> _What to work on_:
When the word "Mohammed" shows up in a line of the records below, copy that line.

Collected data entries
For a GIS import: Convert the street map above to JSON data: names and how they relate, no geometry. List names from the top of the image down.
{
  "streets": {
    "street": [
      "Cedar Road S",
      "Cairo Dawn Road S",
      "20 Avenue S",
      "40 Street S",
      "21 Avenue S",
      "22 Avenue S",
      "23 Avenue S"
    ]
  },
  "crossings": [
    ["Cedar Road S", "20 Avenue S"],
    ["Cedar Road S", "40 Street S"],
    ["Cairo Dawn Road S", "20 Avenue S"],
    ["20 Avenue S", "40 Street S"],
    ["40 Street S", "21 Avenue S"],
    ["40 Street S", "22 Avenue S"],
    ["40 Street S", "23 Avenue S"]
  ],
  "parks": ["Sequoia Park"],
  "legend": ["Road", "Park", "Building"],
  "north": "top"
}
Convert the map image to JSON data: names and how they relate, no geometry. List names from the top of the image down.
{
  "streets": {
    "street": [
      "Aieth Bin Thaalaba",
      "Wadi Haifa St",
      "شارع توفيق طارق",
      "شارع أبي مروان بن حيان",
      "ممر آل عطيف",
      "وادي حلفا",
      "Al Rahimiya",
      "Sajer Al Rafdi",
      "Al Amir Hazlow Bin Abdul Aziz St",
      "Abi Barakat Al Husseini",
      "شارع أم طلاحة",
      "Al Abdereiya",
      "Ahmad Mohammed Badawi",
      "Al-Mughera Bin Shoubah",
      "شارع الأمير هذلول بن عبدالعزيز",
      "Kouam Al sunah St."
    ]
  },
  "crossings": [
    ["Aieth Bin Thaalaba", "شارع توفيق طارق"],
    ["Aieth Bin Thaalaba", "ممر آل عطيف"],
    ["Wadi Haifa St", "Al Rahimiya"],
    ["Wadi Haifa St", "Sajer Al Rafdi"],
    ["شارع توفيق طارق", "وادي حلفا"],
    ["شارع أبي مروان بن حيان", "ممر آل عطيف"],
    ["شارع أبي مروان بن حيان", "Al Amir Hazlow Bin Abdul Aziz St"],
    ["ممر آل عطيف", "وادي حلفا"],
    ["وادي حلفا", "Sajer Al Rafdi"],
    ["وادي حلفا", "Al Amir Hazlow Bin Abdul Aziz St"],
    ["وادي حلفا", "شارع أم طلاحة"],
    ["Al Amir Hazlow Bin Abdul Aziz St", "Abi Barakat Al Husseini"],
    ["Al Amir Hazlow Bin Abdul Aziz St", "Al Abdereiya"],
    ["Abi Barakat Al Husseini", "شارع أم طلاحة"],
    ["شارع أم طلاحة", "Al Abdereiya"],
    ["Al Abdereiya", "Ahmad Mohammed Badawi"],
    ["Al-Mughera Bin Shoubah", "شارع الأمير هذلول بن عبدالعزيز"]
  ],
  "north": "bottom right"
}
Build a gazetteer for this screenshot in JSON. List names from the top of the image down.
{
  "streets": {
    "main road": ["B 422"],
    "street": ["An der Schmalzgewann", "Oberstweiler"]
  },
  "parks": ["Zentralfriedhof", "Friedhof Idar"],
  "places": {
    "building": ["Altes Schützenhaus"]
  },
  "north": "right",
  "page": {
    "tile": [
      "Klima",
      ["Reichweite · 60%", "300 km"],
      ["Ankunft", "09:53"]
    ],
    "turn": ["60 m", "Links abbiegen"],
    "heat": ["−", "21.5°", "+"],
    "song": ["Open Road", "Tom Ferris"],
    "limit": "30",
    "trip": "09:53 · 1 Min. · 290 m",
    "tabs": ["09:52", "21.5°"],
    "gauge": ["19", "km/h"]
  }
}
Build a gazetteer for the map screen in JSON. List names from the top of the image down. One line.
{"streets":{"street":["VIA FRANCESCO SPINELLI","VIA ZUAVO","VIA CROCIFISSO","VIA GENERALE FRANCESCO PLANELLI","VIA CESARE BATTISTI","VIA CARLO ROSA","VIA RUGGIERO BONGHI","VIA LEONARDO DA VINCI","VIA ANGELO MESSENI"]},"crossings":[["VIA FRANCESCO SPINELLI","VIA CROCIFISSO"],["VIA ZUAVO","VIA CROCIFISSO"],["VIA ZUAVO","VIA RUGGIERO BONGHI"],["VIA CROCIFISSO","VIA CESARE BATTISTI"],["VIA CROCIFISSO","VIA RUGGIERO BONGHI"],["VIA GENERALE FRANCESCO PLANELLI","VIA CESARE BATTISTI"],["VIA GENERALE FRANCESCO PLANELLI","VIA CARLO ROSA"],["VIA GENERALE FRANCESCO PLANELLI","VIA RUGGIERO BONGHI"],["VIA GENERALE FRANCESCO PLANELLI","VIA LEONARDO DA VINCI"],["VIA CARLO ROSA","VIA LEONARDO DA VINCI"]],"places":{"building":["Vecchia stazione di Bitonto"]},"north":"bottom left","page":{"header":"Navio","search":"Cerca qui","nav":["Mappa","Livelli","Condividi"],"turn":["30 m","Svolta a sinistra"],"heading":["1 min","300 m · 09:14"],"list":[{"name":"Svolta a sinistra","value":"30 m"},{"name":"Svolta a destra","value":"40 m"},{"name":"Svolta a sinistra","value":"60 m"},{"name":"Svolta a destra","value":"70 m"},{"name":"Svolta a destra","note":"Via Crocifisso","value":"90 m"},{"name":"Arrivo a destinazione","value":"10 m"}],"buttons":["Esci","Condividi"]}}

> _Your response_:
      "Ahmad Mohammed Badawi",
    ["Al Abdereiya", "Ahmad Mohammed Badawi"],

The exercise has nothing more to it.